Exercise prompt:
Omit the images and return the remaining entries unchanged.

Supplied material:
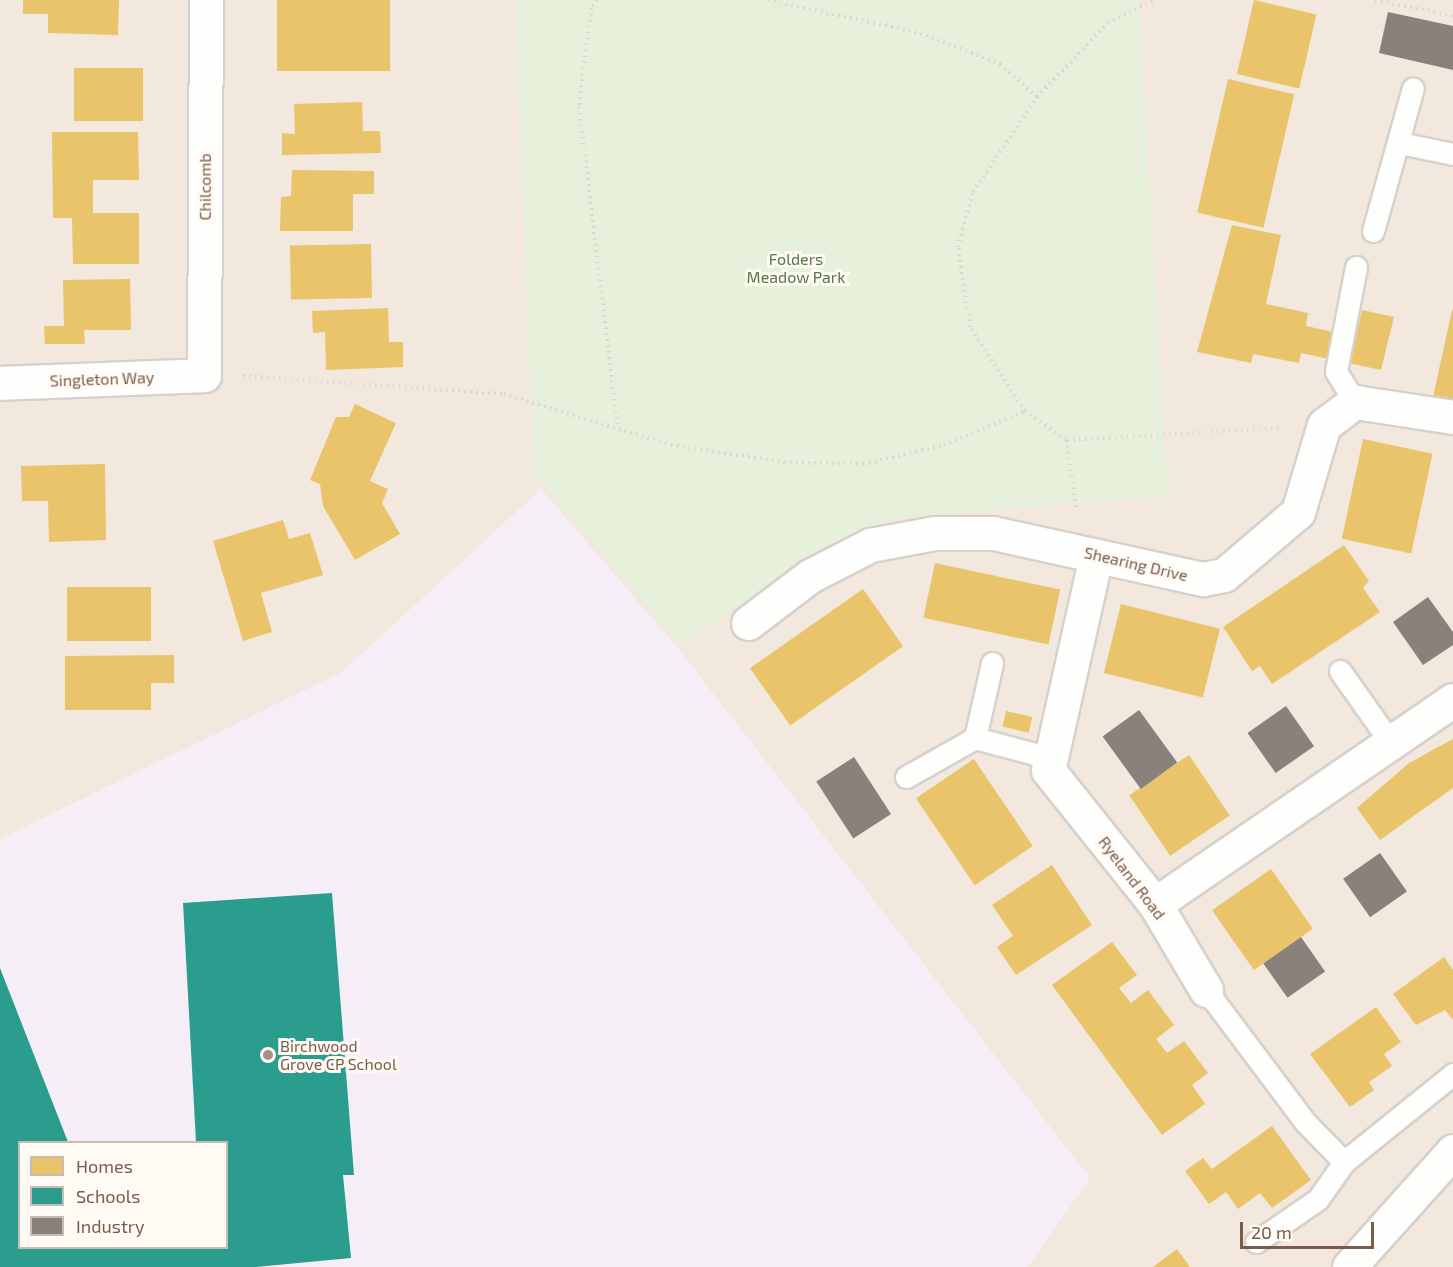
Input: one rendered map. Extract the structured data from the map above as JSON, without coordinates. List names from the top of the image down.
{
  "streets": {
    "street": [
      "Chilcomb",
      "Singleton Way",
      "Shearing Drive",
      "Ryeland Road"
    ]
  },
  "crossings": [
    ["Chilcomb", "Singleton Way"]
  ],
  "parks": ["Folders Meadow Park"],
  "places": ["Birchwood Grove CP School"],
  "legend": ["Homes", "Schools", "Industry"],
  "scale_bar": "20 m"
}
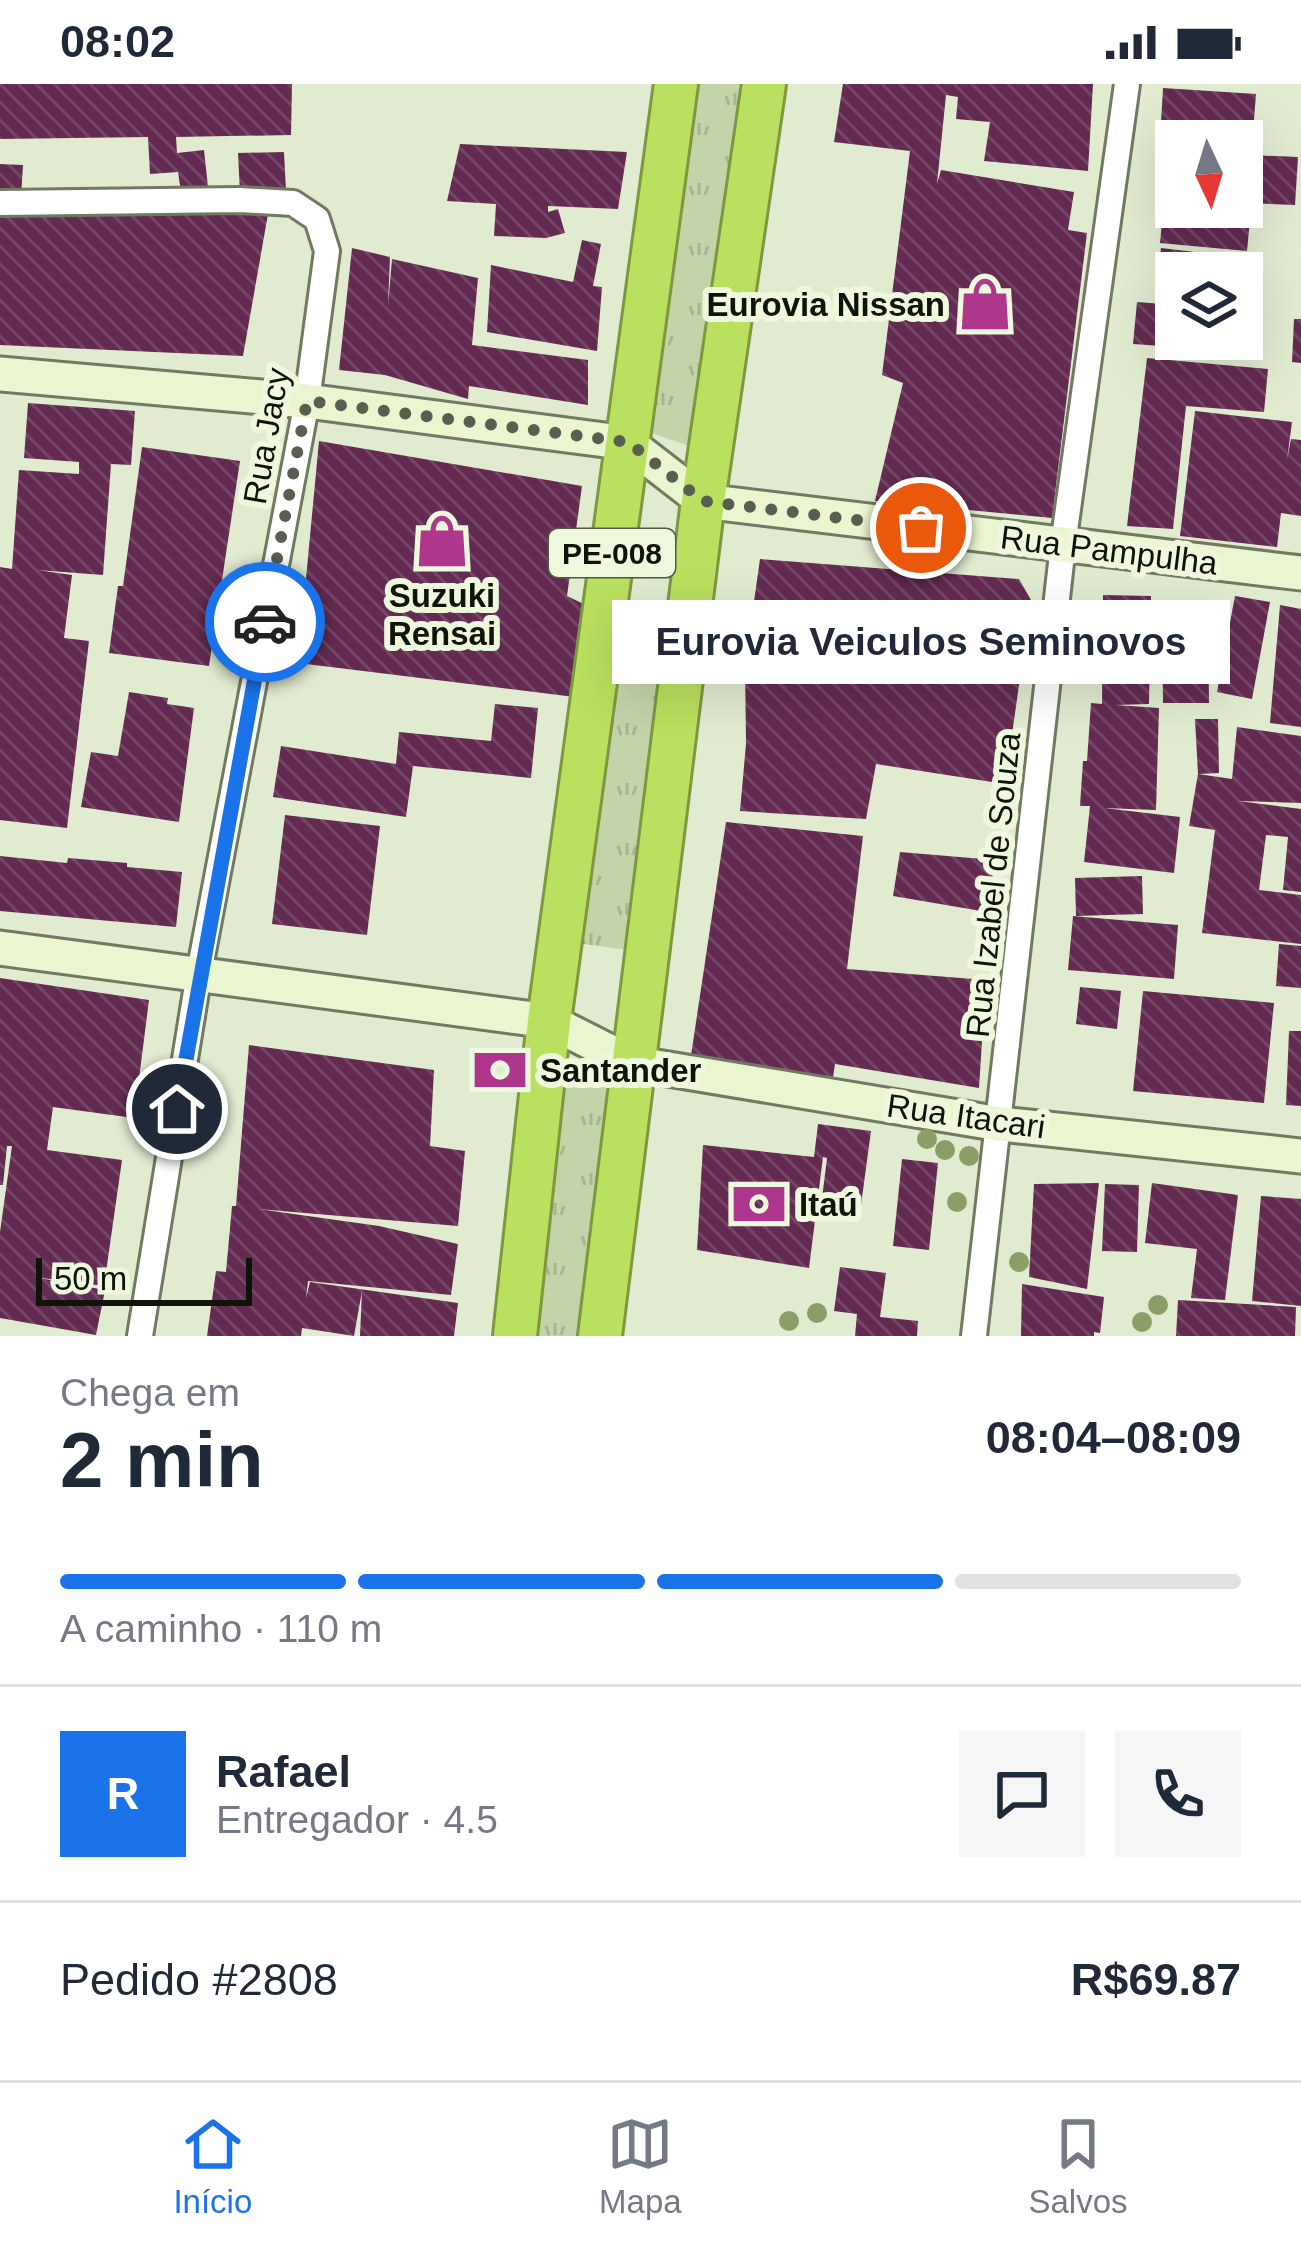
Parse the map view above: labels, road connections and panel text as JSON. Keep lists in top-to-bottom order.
{
  "streets": {
    "highway": ["PE-008"],
    "main road": ["Rua Pampulha", "Rua Itacari"],
    "street": ["Rua Jacy", "Rua Izabel de Souza"]
  },
  "crossings": [
    ["Rua Jacy", "Rua Itacari"],
    ["Rua Pampulha", "PE-008"],
    ["Rua Pampulha", "Rua Izabel de Souza"],
    ["PE-008", "Rua Itacari"],
    ["Rua Izabel de Souza", "Rua Itacari"]
  ],
  "places": {
    "shop": ["Eurovia Nissan", "Suzuki Rensai"],
    "other": ["Eurovia Veiculos Seminovos"],
    "bank": ["Santander", "Itaú"]
  },
  "scale_bar": "50 m",
  "north": "bottom",
  "page": {
    "status": "08:02",
    "bubble": "Eurovia Veiculos Seminovos",
    "scale": "50 m",
    "heading": ["2 min", "Chega em", "08:04–08:09"],
    "panel": [
      "Rafael",
      "Entregador · 4.5",
      "Pedido #2808",
      "R$69.87"
    ],
    "bar": "A caminho · 110 m",
    "round": "R",
    "tabs": ["Início", "Mapa", "Salvos"]
  }
}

Exercise response:
Input: one rendered map. Extract the structured data from the map above as JSON, without coordinates. List names from the top of the image down.
{
  "streets": {
    "street": [
      "Chilcomb",
      "Singleton Way",
      "Shearing Drive",
      "Ryeland Road"
    ]
  },
  "crossings": [
    ["Chilcomb", "Singleton Way"]
  ],
  "parks": ["Folders Meadow Park"],
  "places": ["Birchwood Grove CP School"],
  "legend": ["Homes", "Schools", "Industry"],
  "scale_bar": "20 m"
}
Parse the map view above: labels, road connections and panel text as JSON. Keep lists in top-to-bottom order.
{
  "streets": {
    "highway": ["PE-008"],
    "main road": ["Rua Pampulha", "Rua Itacari"],
    "street": ["Rua Jacy", "Rua Izabel de Souza"]
  },
  "crossings": [
    ["Rua Jacy", "Rua Itacari"],
    ["Rua Pampulha", "PE-008"],
    ["Rua Pampulha", "Rua Izabel de Souza"],
    ["PE-008", "Rua Itacari"],
    ["Rua Izabel de Souza", "Rua Itacari"]
  ],
  "places": {
    "shop": ["Eurovia Nissan", "Suzuki Rensai"],
    "other": ["Eurovia Veiculos Seminovos"],
    "bank": ["Santander", "Itaú"]
  },
  "scale_bar": "50 m",
  "north": "bottom",
  "page": {
    "status": "08:02",
    "bubble": "Eurovia Veiculos Seminovos",
    "scale": "50 m",
    "heading": ["2 min", "Chega em", "08:04–08:09"],
    "panel": [
      "Rafael",
      "Entregador · 4.5",
      "Pedido #2808",
      "R$69.87"
    ],
    "bar": "A caminho · 110 m",
    "round": "R",
    "tabs": ["Início", "Mapa", "Salvos"]
  }
}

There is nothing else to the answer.